Using a map to find subarray with given sum (with negative numbers)

Question

Consider the following problem statement:

Given an unsorted array of integers, find a subarray which adds to a given number. If there are more than one subarrays with sum as the given number, print any of them.

Examples:

Input: arr[] = {1, 4, 20, 3, 10, 5}, sum = 33
Ouptut: Sum found between indexes 2 and 4

Input: arr[] = {10, 2, -2, -20, 10}, sum = -10
Ouptut: Sum found between indexes 0 to 3

Input: arr[] = {-10, 0, 2, -2, -20, 10}, sum = 20
Ouptut: No subarray with given sum exists

On this site, the following linear time solution was suggested involving the use of a map to store the sums of the current subsets as the algorithm iterates through the array:

// Function to print subarray with sum as given sum
void subArraySum(int arr[], int n, int sum)
{
    // create an empty map
    unordered_map<int, int> map;

    // Maintains sum of elements so far
    int curr_sum = 0;

    for (int i = 0; i < n; i++)
    {
        // add current element to curr_sum
        curr_sum = curr_sum + arr[i];

        // if curr_sum is equal to target sum
        // we found a subarray starting from index 0
        // and ending at index i
        if (curr_sum == sum)
        {
            cout << "Sum found between indexes "
                 << 0 << " to " << i << endl;
            return;
        }

        // If curr_sum - sum already exists in map
        // we have found a subarray with target sum
        if (map.find(curr_sum - sum) != map.end())
        {
            cout << "Sum found between indexes "
                 << map[curr_sum - sum] + 1
                 << " to " << i << endl;
            return;
        }

        map[curr_sum] = i;
    }

    // If we reach here, then no subarray exists
    cout << "No subarray with given sum exists";
}
// Driver program to test above function
int main()
{
    int arr[] = {10, 2, -2, -20, 10};
    int n = sizeof(arr)/sizeof(arr[0]);
    int sum = -10;

    subArraySum(arr, n, sum);

    return 0;
}

With the test case that is provided in the post, the second if statement checking whether current_sum - sum is never entered.
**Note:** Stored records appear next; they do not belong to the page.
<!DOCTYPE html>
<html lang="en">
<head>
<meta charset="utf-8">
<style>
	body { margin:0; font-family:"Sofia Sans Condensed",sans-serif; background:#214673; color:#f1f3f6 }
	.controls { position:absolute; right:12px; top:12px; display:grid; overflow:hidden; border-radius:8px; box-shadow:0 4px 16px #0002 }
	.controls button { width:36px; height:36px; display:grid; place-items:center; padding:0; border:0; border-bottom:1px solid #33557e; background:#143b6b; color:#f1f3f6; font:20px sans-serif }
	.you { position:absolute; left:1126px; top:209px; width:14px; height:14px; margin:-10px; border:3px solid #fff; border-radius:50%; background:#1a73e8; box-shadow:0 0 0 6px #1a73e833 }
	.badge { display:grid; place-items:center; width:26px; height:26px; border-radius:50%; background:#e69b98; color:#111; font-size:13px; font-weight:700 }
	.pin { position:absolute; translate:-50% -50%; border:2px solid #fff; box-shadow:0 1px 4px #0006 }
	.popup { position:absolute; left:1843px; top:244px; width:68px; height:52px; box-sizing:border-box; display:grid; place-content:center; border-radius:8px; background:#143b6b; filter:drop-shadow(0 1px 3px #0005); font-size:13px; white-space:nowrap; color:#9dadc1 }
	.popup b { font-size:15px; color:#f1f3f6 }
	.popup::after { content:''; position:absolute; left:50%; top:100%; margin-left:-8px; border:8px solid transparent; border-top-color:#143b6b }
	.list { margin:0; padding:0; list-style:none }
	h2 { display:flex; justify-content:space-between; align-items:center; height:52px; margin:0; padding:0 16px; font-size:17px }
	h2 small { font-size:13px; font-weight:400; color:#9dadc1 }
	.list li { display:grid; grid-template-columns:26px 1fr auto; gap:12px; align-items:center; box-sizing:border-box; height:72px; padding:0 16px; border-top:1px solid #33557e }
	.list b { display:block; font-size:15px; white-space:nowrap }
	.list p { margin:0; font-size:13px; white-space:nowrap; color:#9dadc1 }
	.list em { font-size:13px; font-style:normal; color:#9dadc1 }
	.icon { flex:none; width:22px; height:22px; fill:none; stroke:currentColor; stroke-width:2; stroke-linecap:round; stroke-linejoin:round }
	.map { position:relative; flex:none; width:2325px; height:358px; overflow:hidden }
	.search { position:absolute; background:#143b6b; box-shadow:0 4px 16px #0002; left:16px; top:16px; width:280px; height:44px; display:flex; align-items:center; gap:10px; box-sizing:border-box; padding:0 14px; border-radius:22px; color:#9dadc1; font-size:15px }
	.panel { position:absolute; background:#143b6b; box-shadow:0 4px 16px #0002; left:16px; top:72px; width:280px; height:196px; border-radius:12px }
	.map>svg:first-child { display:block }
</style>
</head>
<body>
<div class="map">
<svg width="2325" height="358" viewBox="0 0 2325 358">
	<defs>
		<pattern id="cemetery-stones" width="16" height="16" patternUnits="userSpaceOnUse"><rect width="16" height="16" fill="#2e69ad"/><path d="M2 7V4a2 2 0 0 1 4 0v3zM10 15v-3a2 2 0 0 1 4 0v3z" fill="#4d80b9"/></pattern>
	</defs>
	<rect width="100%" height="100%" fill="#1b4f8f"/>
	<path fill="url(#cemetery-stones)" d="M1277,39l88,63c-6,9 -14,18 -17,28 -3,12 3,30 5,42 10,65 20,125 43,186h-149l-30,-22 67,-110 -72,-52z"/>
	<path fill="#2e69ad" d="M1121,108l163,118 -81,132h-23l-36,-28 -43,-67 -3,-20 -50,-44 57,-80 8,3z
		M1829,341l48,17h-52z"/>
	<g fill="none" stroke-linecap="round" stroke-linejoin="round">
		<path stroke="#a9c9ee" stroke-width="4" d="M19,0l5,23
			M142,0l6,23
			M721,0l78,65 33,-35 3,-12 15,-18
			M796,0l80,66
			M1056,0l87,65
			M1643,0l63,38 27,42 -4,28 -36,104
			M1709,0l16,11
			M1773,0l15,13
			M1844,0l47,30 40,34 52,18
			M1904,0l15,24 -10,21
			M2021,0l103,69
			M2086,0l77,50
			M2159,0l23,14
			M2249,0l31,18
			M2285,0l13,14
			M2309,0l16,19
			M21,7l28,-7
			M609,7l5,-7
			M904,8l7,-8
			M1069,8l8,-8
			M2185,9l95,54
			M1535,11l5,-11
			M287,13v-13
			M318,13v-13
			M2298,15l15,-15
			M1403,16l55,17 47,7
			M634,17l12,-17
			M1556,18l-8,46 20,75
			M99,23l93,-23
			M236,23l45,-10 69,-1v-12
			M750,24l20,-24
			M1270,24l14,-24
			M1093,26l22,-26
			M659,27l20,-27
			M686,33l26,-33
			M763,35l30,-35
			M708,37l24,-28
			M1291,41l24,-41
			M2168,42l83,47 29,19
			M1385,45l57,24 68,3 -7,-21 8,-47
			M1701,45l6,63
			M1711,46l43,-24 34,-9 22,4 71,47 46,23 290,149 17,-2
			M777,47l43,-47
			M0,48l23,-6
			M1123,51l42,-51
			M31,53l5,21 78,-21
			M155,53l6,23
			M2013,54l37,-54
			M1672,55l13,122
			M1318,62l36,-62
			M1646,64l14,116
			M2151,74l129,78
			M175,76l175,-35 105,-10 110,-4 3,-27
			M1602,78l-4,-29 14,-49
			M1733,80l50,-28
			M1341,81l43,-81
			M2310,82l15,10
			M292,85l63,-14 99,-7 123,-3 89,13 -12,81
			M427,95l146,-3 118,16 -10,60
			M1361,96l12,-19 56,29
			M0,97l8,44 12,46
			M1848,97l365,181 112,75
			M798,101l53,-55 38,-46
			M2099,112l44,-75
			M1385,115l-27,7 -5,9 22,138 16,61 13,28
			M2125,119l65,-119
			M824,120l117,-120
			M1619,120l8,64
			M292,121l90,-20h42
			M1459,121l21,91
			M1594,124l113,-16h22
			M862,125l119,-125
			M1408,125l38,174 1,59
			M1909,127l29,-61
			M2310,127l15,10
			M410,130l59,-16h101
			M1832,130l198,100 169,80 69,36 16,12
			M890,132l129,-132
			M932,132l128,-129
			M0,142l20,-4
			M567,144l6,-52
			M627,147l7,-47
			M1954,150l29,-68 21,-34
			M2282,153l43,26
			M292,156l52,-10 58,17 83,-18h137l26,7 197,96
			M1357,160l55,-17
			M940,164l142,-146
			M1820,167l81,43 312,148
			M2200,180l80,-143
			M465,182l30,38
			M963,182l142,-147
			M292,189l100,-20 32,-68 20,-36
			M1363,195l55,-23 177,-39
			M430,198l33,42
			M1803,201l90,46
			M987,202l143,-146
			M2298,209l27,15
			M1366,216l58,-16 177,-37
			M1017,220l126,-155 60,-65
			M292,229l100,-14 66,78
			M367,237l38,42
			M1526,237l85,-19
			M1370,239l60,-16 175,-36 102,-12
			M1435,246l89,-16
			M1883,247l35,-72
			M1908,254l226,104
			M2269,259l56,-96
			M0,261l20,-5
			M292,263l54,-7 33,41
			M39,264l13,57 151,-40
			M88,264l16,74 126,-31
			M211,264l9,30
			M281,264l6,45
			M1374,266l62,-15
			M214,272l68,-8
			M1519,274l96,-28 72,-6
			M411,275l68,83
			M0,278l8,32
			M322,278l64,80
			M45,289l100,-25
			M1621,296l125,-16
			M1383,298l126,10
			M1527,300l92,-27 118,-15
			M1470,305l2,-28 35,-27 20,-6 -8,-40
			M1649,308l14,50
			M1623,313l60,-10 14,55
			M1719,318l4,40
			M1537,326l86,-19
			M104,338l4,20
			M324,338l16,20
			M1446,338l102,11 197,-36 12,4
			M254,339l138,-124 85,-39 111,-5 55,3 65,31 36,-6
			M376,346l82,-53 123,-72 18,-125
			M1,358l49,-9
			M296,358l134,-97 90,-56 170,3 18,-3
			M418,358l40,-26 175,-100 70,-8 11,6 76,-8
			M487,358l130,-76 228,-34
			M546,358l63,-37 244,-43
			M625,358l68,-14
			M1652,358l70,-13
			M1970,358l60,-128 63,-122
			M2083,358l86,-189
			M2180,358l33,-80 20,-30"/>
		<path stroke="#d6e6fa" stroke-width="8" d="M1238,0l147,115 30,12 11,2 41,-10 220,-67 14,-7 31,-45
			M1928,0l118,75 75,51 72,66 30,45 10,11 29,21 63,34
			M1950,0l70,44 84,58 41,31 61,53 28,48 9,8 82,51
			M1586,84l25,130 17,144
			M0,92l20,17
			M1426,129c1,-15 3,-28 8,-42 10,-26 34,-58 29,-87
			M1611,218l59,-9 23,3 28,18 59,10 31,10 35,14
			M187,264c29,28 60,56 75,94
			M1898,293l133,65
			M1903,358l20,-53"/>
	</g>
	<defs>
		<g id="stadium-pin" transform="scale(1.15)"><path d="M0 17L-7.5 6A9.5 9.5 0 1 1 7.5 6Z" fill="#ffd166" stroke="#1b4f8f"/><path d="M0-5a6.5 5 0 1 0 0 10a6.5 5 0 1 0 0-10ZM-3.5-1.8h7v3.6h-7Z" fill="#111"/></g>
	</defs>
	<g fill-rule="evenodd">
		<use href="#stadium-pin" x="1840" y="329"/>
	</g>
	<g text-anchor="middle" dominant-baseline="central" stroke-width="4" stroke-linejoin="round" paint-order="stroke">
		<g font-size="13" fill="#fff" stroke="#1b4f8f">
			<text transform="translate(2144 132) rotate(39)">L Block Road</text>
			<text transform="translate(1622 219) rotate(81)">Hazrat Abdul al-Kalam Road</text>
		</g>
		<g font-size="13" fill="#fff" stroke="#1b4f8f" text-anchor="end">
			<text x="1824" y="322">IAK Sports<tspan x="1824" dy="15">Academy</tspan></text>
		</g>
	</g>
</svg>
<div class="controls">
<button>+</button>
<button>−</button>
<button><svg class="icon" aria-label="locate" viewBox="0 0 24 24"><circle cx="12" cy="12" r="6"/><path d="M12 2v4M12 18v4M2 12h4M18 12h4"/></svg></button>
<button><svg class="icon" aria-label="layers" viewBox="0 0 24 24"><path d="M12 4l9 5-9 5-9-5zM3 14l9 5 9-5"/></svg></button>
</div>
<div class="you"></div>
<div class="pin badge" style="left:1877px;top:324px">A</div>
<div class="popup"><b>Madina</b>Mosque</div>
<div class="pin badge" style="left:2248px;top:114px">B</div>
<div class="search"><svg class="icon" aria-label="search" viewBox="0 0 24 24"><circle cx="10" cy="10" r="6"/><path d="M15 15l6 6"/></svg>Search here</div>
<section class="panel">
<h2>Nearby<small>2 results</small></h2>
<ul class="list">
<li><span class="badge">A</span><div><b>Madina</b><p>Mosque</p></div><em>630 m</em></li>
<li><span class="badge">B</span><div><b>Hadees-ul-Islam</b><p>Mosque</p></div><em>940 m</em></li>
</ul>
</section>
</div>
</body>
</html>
Instead, the sum is found and is printed in the first if statement. So there a few points of confusion here:

1: What is the purpose of looking up current_sum-sum in the map?

2: In which cases would the second if statement even be entered to put the map to use in solving the problem?

Answer 1

    curr_sum = curr_sum + arr[i];

Here:

curr_sum holds the sum of all the entries(up to arr[i]) starting from arr[0]

if (curr_sum == sum)
{
    cout << "Sum found between indexes "
         << 0 << " to " << i << endl;
    return;
}

Here:

The if condition checks if the curr_sum is equal to the given sum. Remember, curr_sum holds the sum starting from arr[0].

So, if the indexes for your result subarray is 2 and 4, the above condition is not enough.

Input: arr[] = {1, 4, 20, 3, 10, 5}, sum = 33
Ouptut: Sum found between indexes 2 and 4

In that example,

when i = 4, curr_sum would be 38. But if you take 1 and 4 out(arr[0] and arr[1] which is a subarray), you get 33.

    if (map.find(curr_sum - sum) != map.end())
    {
        cout << "Sum found between indexes "
             << map[curr_sum - sum] + 1
             << " to " << i << endl;
        return;
    }

    map[curr_sum] = i;

The above code does that.

 map[curr_sum] = i;

map stores the index value (i) with the subarray sum ( sum of the arr between indexes 0 and i ) as key. So for the example, it would be:

• map[1]=0
• map[5]=1
• map[25]=2
• map[28]=3
• map[38]=4

This code:

    map.find(curr_sum - sum)

searches the map is if it has an entry with key (curr_sum - sum).

In our example, when i = 4, curr_sum would be 38 and sum as given would be 33. If we eliminate the subarray arr[0,2], we get 33. So, map.find(curr_sum - sum) => map.find(38-33) is a hit since we have entry map[5] = 1.

Hope this clears you

Answer 2

There are two cases:

1. The sum from indices 0 to n is the number we're looking for. cur_sum is the running sum of all the indices, so it's as easy as just checking that variable.

2. The sum from indices m to n is the number we're looking for. If that is the case, then there exists an m such that the (sum from 0 to n) minus (sum from 0 to m) is the sum we're looking for. All those intermediate sums are stored in the map, so that's why we're looking for cur_sum - sum - if that difference corresponds to some partial sum, then we're done.

   An example of this second case would be the first test case in your question - looking for 33 in {1, 4, 20, 3, 10, 5}. At n==4, we have cur_sum of 38. But 5 is in the map as being the sum of the first two indices.